[Stored items]
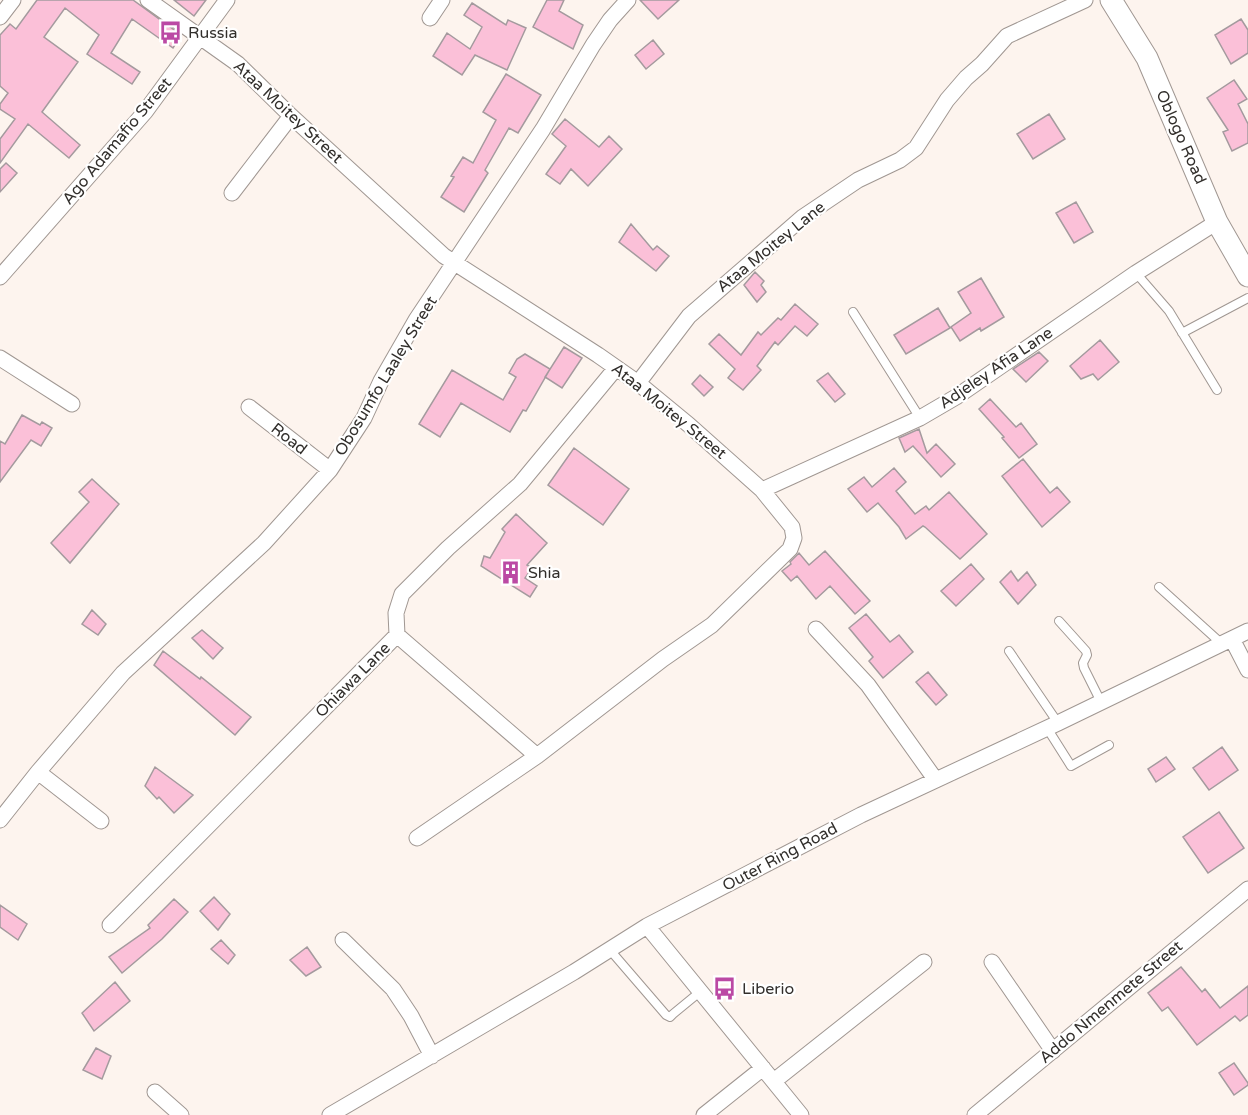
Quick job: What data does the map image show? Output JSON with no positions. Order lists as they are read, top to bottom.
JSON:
{
  "streets": {
    "main road": ["Oblogo Road"],
    "street": [
      "Ataa Moitey Street",
      "Ago Adamafio Street",
      "Ataa Moitey Lane",
      "Adjeley Afia Lane",
      "Obosumfo Laaley Street",
      "Road",
      "Ohiawa Lane",
      "Outer Ring Road",
      "Addo Nmenmete Street"
    ]
  },
  "crossings": [
    ["Ataa Moitey Street", "Ago Adamafio Street"],
    ["Ataa Moitey Street", "Ataa Moitey Lane"],
    ["Ataa Moitey Street", "Adjeley Afia Lane"],
    ["Ataa Moitey Street", "Obosumfo Laaley Street"],
    ["Ataa Moitey Street", "Ohiawa Lane"],
    ["Oblogo Road", "Adjeley Afia Lane"],
    ["Obosumfo Laaley Street", "Road"]
  ],
  "places": {
    "bus stop": ["Russia", "Liberio"],
    "building": ["Shia"]
  }
}
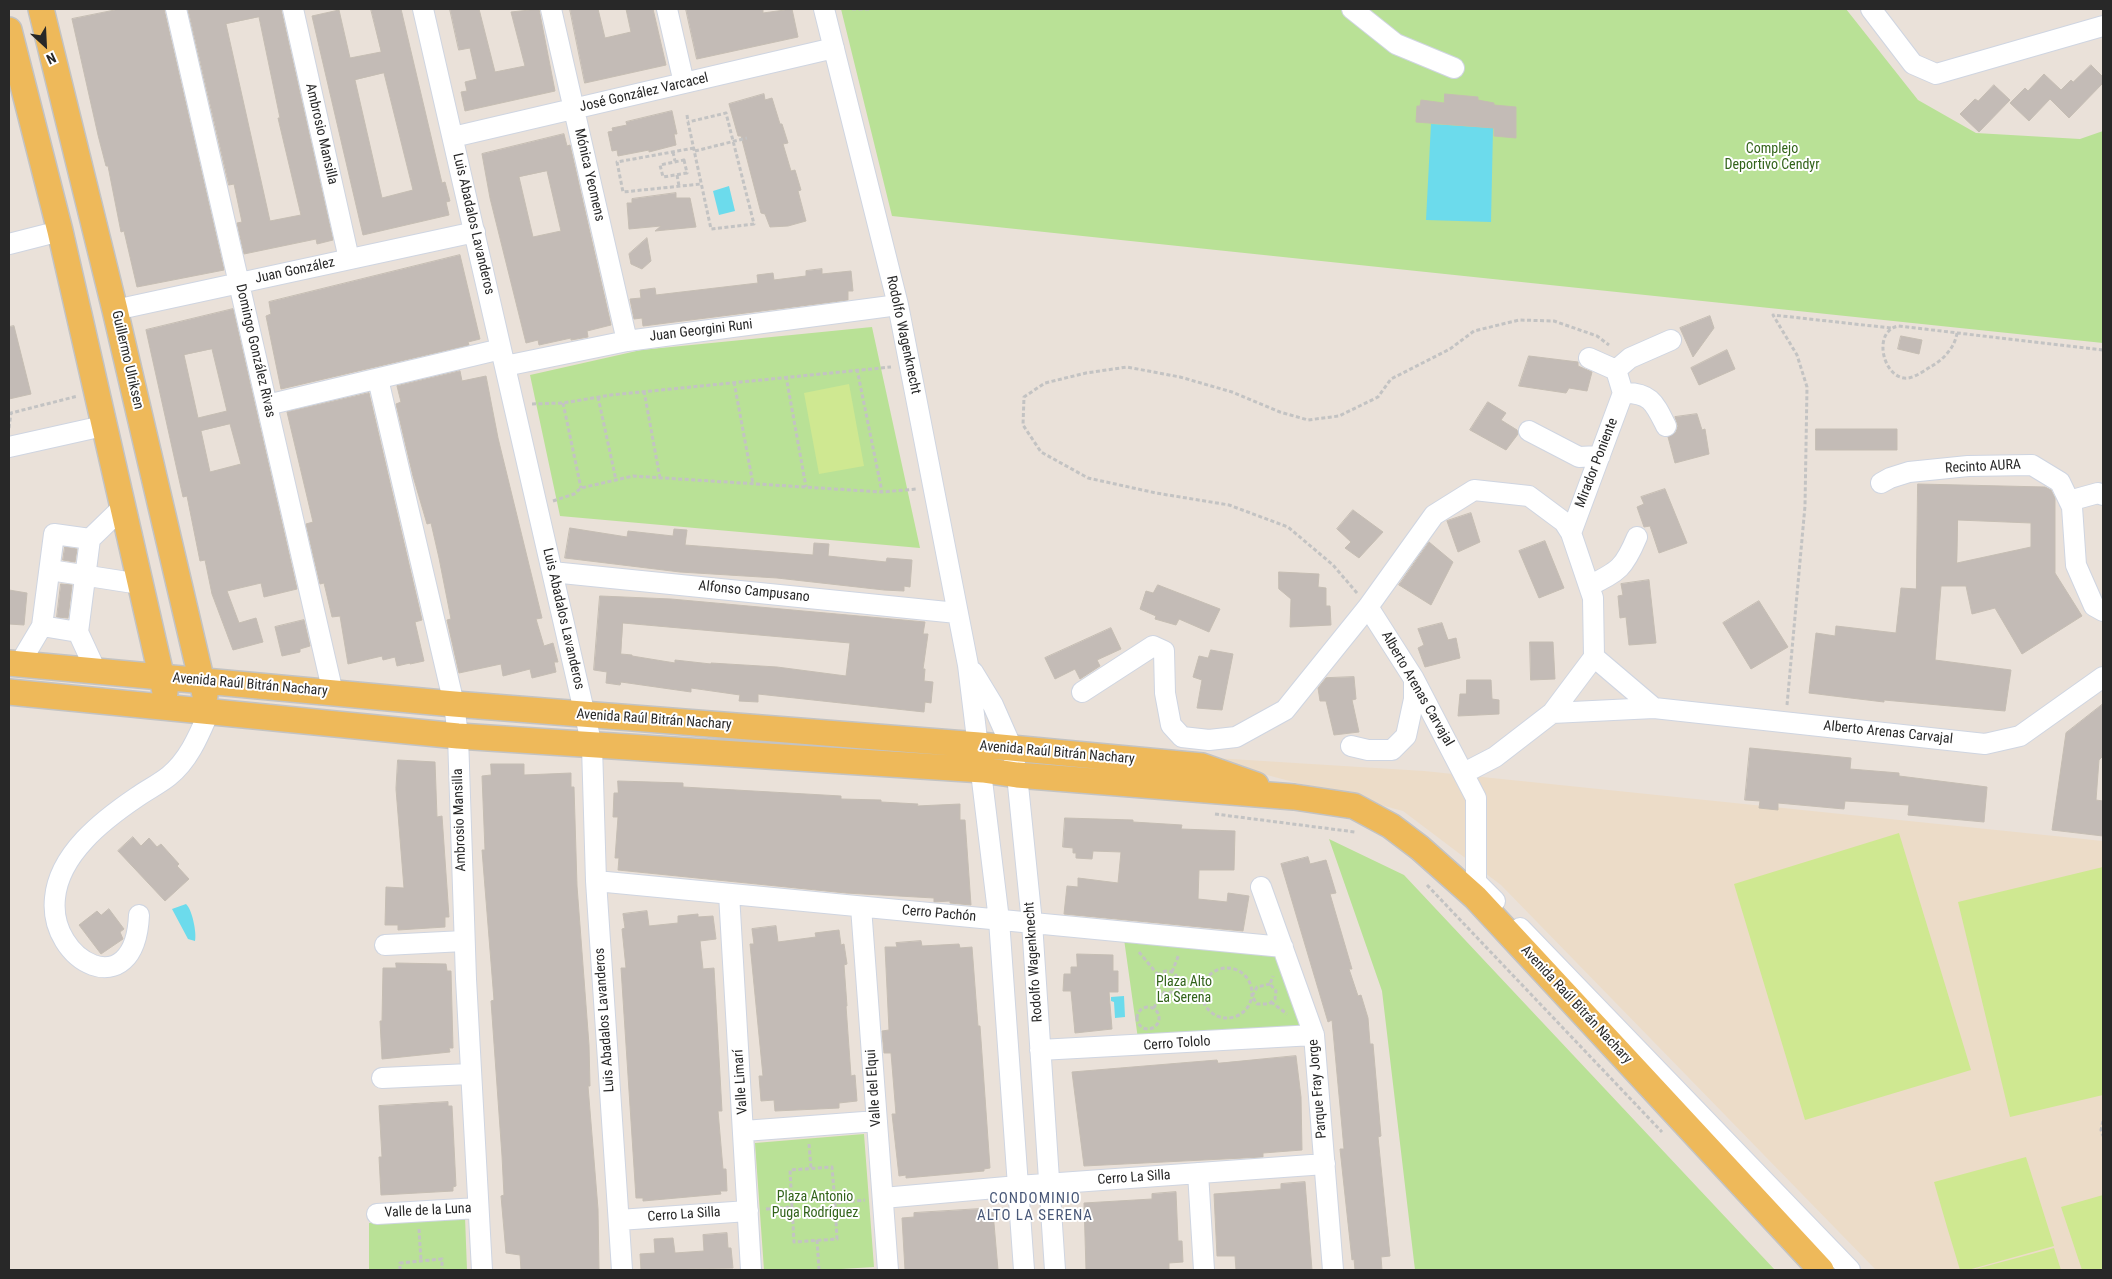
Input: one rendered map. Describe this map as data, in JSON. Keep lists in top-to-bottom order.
{
  "streets": {
    "main road": ["Guillermo Ulriksen", "Avenida Raúl Bitrán Nachary"],
    "street": [
      "José González Varcacel",
      "Ambrosio Mansilla",
      "Mónica Yeomens",
      "Luis Abadalos Lavanderos",
      "Juan González",
      "Juan Georgini Runi",
      "Rodolfo Wagenknecht",
      "Domingo González Rivas",
      "Mirador Poniente",
      "Recinto AURA",
      "Alfonso Campusano",
      "Alberto Arenas Carvajal",
      "Cerro Pachón",
      "Cerro Tololo",
      "Valle Limarí",
      "Valle del Elqui",
      "Parque Fray Jorge",
      "Cerro La Silla",
      "Valle de la Luna"
    ]
  },
  "crossings": [
    ["José González Varcacel", "Mónica Yeomens"],
    ["José González Varcacel", "Luis Abadalos Lavanderos"],
    ["José González Varcacel", "Rodolfo Wagenknecht"],
    ["Ambrosio Mansilla", "Juan González"],
    ["Ambrosio Mansilla", "Juan Georgini Runi"],
    ["Ambrosio Mansilla", "Avenida Raúl Bitrán Nachary"],
    ["Ambrosio Mansilla", "Valle de la Luna"],
    ["Mónica Yeomens", "Juan Georgini Runi"],
    ["Luis Abadalos Lavanderos", "Juan González"],
    ["Luis Abadalos Lavanderos", "Juan Georgini Runi"],
    ["Luis Abadalos Lavanderos", "Alfonso Campusano"],
    ["Luis Abadalos Lavanderos", "Avenida Raúl Bitrán Nachary"],
    ["Luis Abadalos Lavanderos", "Cerro Pachón"],
    ["Luis Abadalos Lavanderos", "Cerro La Silla"],
    ["Juan González", "Domingo González Rivas"],
    ["Juan González", "Guillermo Ulriksen"],
    ["Juan Georgini Runi", "Rodolfo Wagenknecht"],
    ["Juan Georgini Runi", "Domingo González Rivas"],
    ["Rodolfo Wagenknecht", "Alfonso Campusano"],
    ["Rodolfo Wagenknecht", "Avenida Raúl Bitrán Nachary"],
    ["Rodolfo Wagenknecht", "Cerro Pachón"],
    ["Rodolfo Wagenknecht", "Cerro Tololo"],
    ["Rodolfo Wagenknecht", "Cerro La Silla"],
    ["Domingo González Rivas", "Avenida Raúl Bitrán Nachary"],
    ["Guillermo Ulriksen", "Avenida Raúl Bitrán Nachary"],
    ["Cerro Pachón", "Valle Limarí"],
    ["Cerro Pachón", "Valle del Elqui"],
    ["Cerro Pachón", "Parque Fray Jorge"],
    ["Cerro Tololo", "Parque Fray Jorge"],
    ["Valle Limarí", "Cerro La Silla"],
    ["Valle del Elqui", "Cerro La Silla"],
    ["Parque Fray Jorge", "Cerro La Silla"]
  ],
  "districts": ["CONDOMINIO ALTO LA SERENA"],
  "parks": ["Complejo Deportivo Cendyr", "Plaza Alto La Serena", "Plaza Antonio Puga Rodríguez"],
  "north": "bottom right"
}
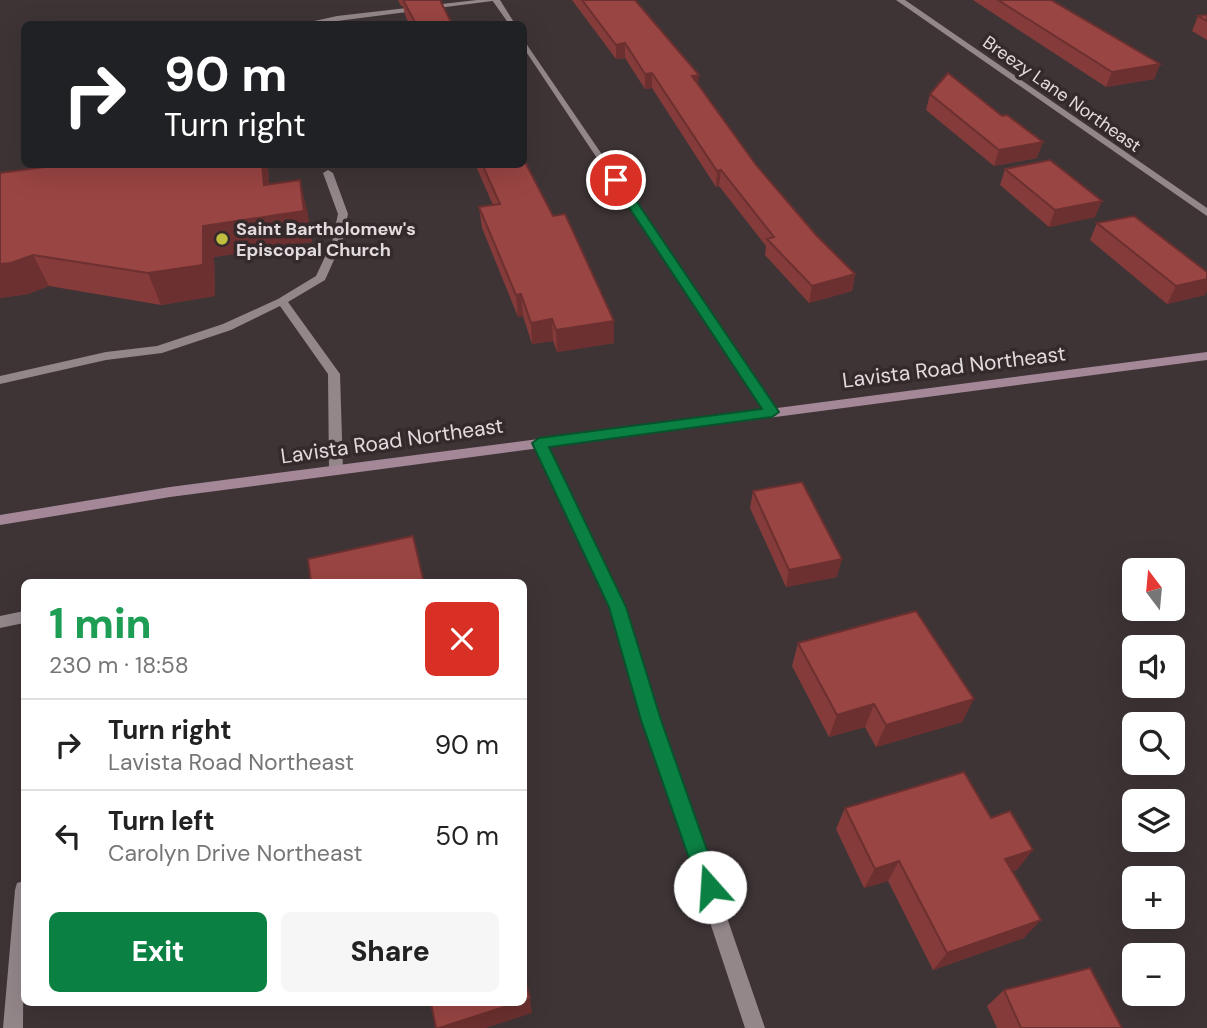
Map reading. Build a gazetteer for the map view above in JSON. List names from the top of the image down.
{
  "streets": {
    "main road": ["Lavista Road Northeast"],
    "street": ["Breezy Lane Northeast"]
  },
  "places": ["Saint Bartholomew's Episcopal Church"],
  "north": "top",
  "page": {
    "turn": ["90 m", "Turn right"],
    "map_buttons": ["+", "−"],
    "heading": ["1 min", "230 m · 18:58"],
    "list": [
      {
        "name": "Turn right",
        "note": "Lavista Road Northeast",
        "value": "90 m"
      },
      {
        "name": "Turn left",
        "note": "Carolyn Drive Northeast",
        "value": "50 m"
      }
    ],
    "buttons": ["Exit", "Share"]
  }
}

Activity:
Write only the number of lines above in which the word "JSON" is found.

Response box:
4